Joseph Michael O'Curneen in 666
(© Carol Rosegg)
666 is set within the confines of a maximum security prison where four guys (Juan Ramos Toro, Raul Cano, Fidel Fernandez and Joseph Michael O'Curneen) seem to be awaiting execution. And while the mostly non-verbal proceedings, directed by David Ottone, cause theatergoers to cringe in their seats, the action is filled with an indefatigable energy and commitment that warrants a certain level of appreciation.
One sequence, entitled appropriately enough "Pissed off," finds two of the men smearing the "urine" from their bed pans over one another. In "Sweet Dreams," a prisoner is calmed by his fellow inmates after experiencing some nightmares (lit with effective eeriness by Herrick Goldman). This man's troubled sleep, though, is only replaced with something worse -- a cellblock rape that creepily (and offensively) is played as if such an event is the funniest thing on earth.
The four performers -- impressively free of inhibition -- extend the humor to used condom sight-gags, complete with viscous white fluid that seeps from the latex to the stage floor and to a gorefest that finds one of the prisoners clumsily shaving a vain cop with an end result that would make Sweeney Todd proud.

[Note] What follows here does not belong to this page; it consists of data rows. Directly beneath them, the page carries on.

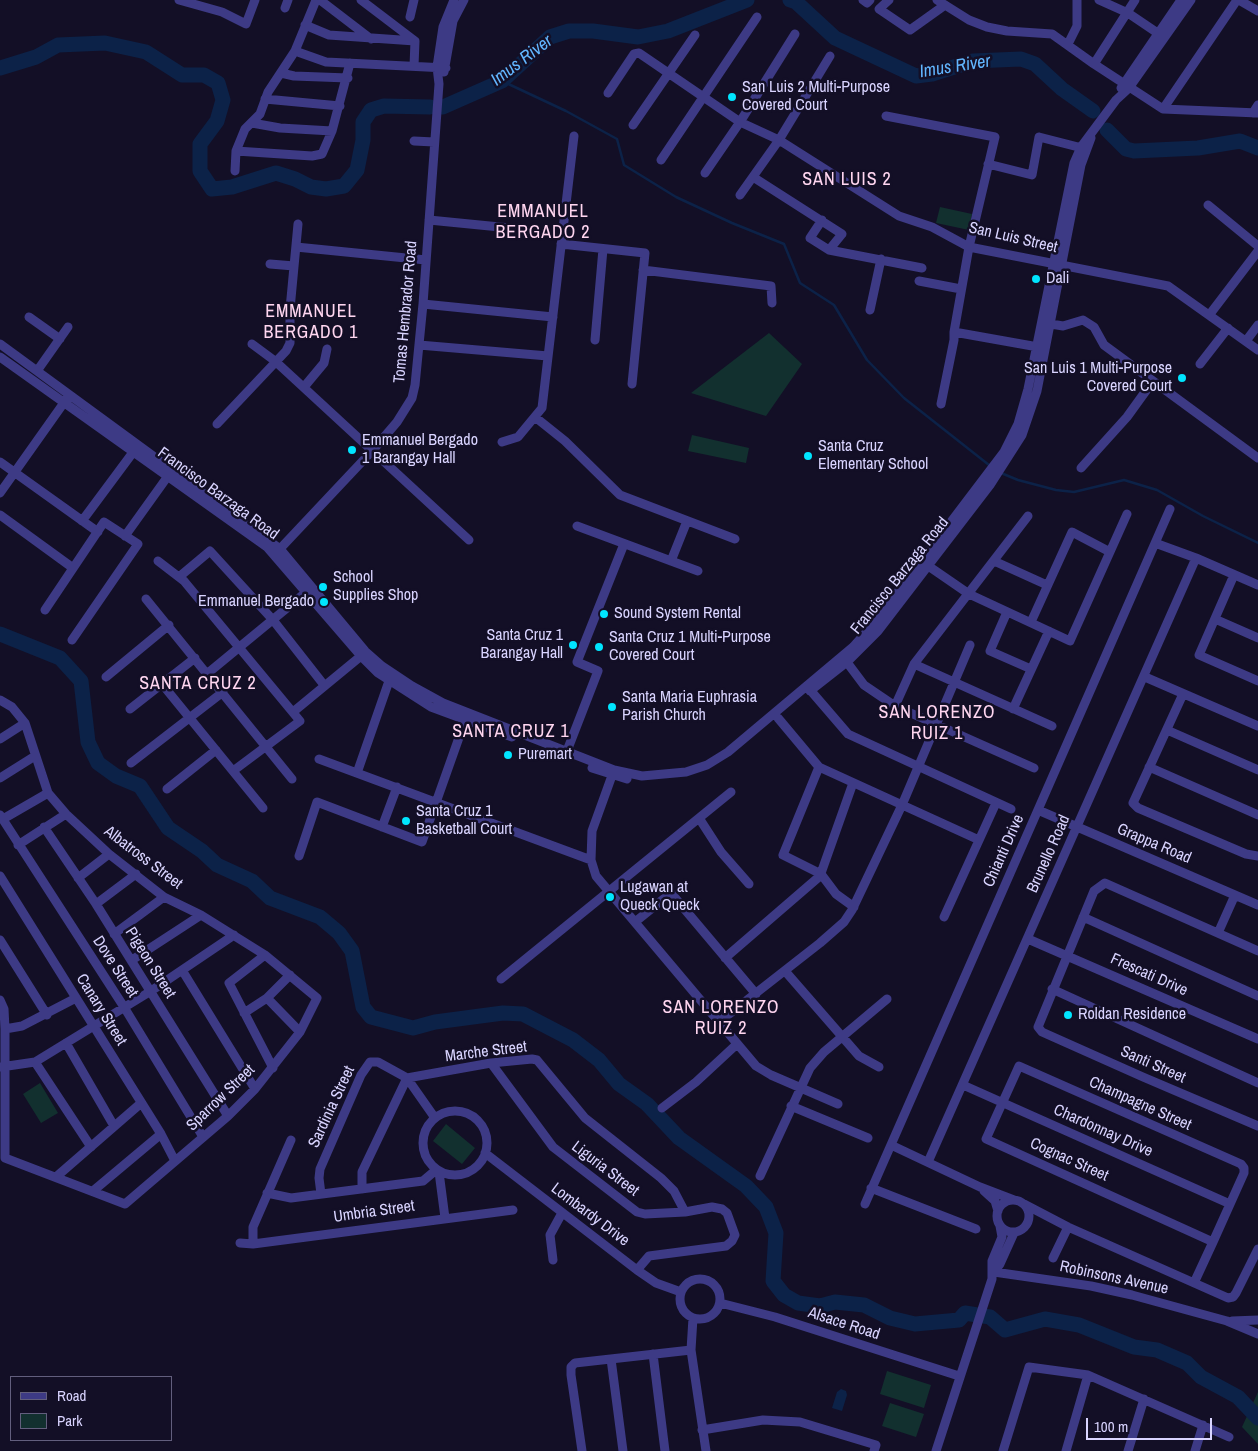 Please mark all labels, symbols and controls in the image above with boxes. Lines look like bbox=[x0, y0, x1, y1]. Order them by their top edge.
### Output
water label: Imus River bbox=[487, 31, 557, 91]
water label: Imus River bbox=[918, 51, 992, 83]
place label: San Luis 2 Multi-Purpose Covered Court bbox=[742, 78, 890, 116]
marker: San Luis 2 Multi-Purpose Covered Court bbox=[726, 91, 738, 103]
district label: SAN LUIS 2 bbox=[801, 169, 893, 191]
district label: EMMANUEL BERGADO 2 bbox=[494, 201, 592, 243]
street label: San Luis Street bbox=[967, 218, 1059, 258]
street label: Tomas Hembrador Road bbox=[390, 240, 422, 384]
place label: Dali bbox=[1046, 269, 1069, 289]
marker: Dali bbox=[1030, 273, 1042, 285]
district label: EMMANUEL BERGADO 1 bbox=[262, 301, 360, 344]
place label: San Luis 1 Multi-Purpose Covered Court bbox=[1024, 359, 1172, 397]
marker: San Luis 1 Multi-Purpose Covered Court bbox=[1176, 372, 1188, 384]
place label: Emmanuel Bergado 1 Barangay Hall bbox=[362, 431, 478, 469]
place label: Santa Cruz Elementary School bbox=[818, 437, 928, 475]
street label: Francisco Barzaga Road bbox=[154, 444, 282, 544]
marker: Emmanuel Bergado 1 Barangay Hall bbox=[346, 444, 358, 456]
marker: Santa Cruz Elementary School bbox=[802, 450, 814, 462]
street label: Francisco Barzaga Road bbox=[847, 514, 953, 638]
place label: School Supplies Shop bbox=[333, 568, 418, 606]
marker: School Supplies Shop bbox=[317, 581, 329, 593]
place label: Emmanuel Bergado bbox=[198, 592, 314, 612]
marker: Emmanuel Bergado bbox=[318, 596, 330, 608]
place label: Sound System Rental bbox=[614, 604, 741, 624]
marker: Sound System Rental bbox=[598, 608, 610, 620]
place label: Santa Cruz 1 Barangay Hall bbox=[481, 626, 563, 664]
place label: Santa Cruz 1 Multi-Purpose Covered Court bbox=[609, 628, 771, 666]
marker: Santa Cruz 1 Barangay Hall bbox=[567, 639, 579, 651]
marker: Santa Cruz 1 Multi-Purpose Covered Court bbox=[593, 641, 605, 653]
district label: SANTA CRUZ 2 bbox=[138, 673, 258, 695]
place label: Santa Maria Euphrasia Parish Church bbox=[622, 688, 757, 726]
marker: Santa Maria Euphrasia Parish Church bbox=[606, 701, 618, 713]
district label: SAN LORENZO RUIZ 1 bbox=[877, 702, 997, 744]
district label: SANTA CRUZ 1 bbox=[451, 721, 571, 743]
place label: Puremart bbox=[518, 745, 572, 765]
marker: Puremart bbox=[502, 749, 514, 761]
place label: Santa Cruz 1 Basketball Court bbox=[416, 802, 512, 840]
street label: Chianti Drive bbox=[980, 812, 1028, 890]
street label: Brunello Road bbox=[1023, 812, 1075, 896]
marker: Santa Cruz 1 Basketball Court bbox=[400, 815, 412, 827]
street label: Grappa Road bbox=[1114, 820, 1194, 868]
street label: Albatross Street bbox=[100, 822, 186, 894]
place label: Lugawan at Queck Queck bbox=[620, 878, 699, 916]
marker: Lugawan at Queck Queck bbox=[604, 891, 616, 903]
street label: Pigeon Street bbox=[121, 924, 179, 1002]
street label: Dove Street bbox=[88, 933, 142, 1001]
street label: Frescati Drive bbox=[1107, 949, 1191, 1001]
street label: Canary Street bbox=[71, 971, 131, 1049]
district label: SAN LORENZO RUIZ 2 bbox=[661, 997, 781, 1040]
place label: Roldan Residence bbox=[1078, 1005, 1186, 1025]
marker: Roldan Residence bbox=[1062, 1009, 1074, 1021]
street label: Marche Street bbox=[444, 1037, 528, 1067]
street label: Santi Street bbox=[1117, 1042, 1189, 1088]
street label: Sparrow Street bbox=[183, 1061, 259, 1135]
street label: Sardinia Street bbox=[305, 1063, 359, 1151]
street label: Champagne Street bbox=[1086, 1073, 1194, 1135]
street label: Chardonnay Drive bbox=[1050, 1101, 1156, 1161]
street label: Cognac Street bbox=[1027, 1134, 1111, 1186]
street label: Liguria Street bbox=[567, 1137, 643, 1201]
street label: Lombardy Drive bbox=[547, 1179, 633, 1251]
street label: Umbria Street bbox=[332, 1197, 416, 1227]
street label: Robinsons Avenue bbox=[1058, 1257, 1170, 1299]
street label: Alsace Road bbox=[806, 1303, 882, 1345]
legend bbox=[10, 1376, 172, 1441]
text: Road bbox=[57, 1385, 86, 1406]
scale bar bbox=[1088, 1408, 1214, 1440]
text: Park bbox=[57, 1410, 82, 1431]
text: 100 m bbox=[1094, 1416, 1128, 1437] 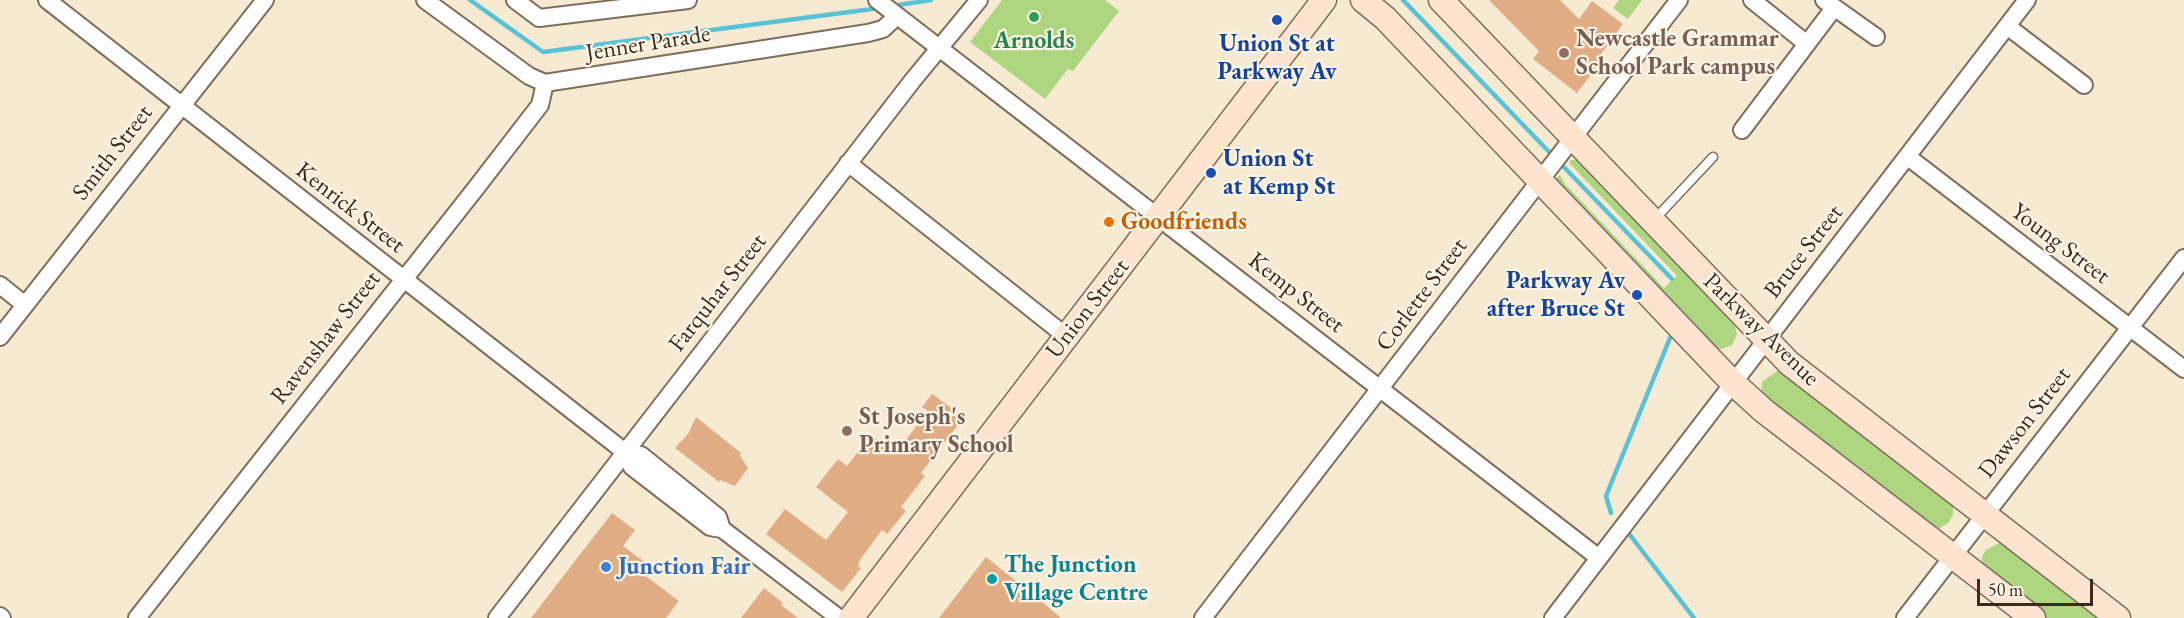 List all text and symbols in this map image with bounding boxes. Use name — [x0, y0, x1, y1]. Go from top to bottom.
marker: Arnolds — [1027, 10, 1041, 24]
marker: Union St at Parkway Av — [1270, 13, 1284, 27]
street label: Jenner Parade — [584, 20, 712, 68]
place label: Newcastle Grammar School Park campus — [1576, 25, 1779, 81]
place label: Arnolds — [994, 27, 1074, 55]
place label: Union St at Parkway Av — [1217, 30, 1337, 86]
marker: Newcastle Grammar School Park campus — [1557, 46, 1571, 60]
street label: Smith Street — [67, 100, 159, 206]
place label: Union St at Kemp St — [1223, 145, 1335, 201]
street label: Kenrick Street — [290, 156, 410, 260]
marker: Union St at Kemp St — [1204, 166, 1218, 180]
street label: Young Street — [2005, 197, 2115, 291]
street label: Bruce Street — [1759, 199, 1849, 305]
place label: Goodfriends — [1121, 208, 1247, 236]
marker: Goodfriends — [1102, 215, 1116, 229]
street label: Farquhar Street — [663, 228, 773, 358]
street label: Corlette Street — [1370, 233, 1474, 357]
street label: Kemp Street — [1242, 246, 1350, 340]
street label: Union Street — [1040, 254, 1136, 364]
street label: Ravenshaw Street — [265, 266, 387, 410]
place label: Parkway Av after Bruce St — [1487, 267, 1625, 323]
street label: Parkway Avenue — [1697, 267, 1825, 393]
marker: Parkway Av after Bruce St — [1630, 288, 1644, 302]
street label: Dawson Street — [1973, 362, 2077, 484]
place label: St Joseph's Primary School — [859, 403, 1013, 459]
marker: St Joseph's Primary School — [840, 424, 854, 438]
place label: The Junction Village Centre — [1004, 551, 1148, 607]
place label: Junction Fair — [618, 553, 750, 581]
marker: Junction Fair — [599, 560, 613, 574]
scale bar — [1980, 567, 2096, 605]
marker: The Junction Village Centre — [985, 572, 999, 586]
text: 50 m — [1988, 578, 2023, 601]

In one of the funnier sequences, a couple of the guys seem to elude their deaths on the gallows, a section that is made all the more intriguing by the visual of the guys seemingly floating in mid-air. But well before the men have donned the giant satyr-like phalluses that are part of the show's excruciatingly over-extended finale, some theatergoers might find themselves wondering whether losing one's head might be preferable to the truly deadly experience of watching this witless show.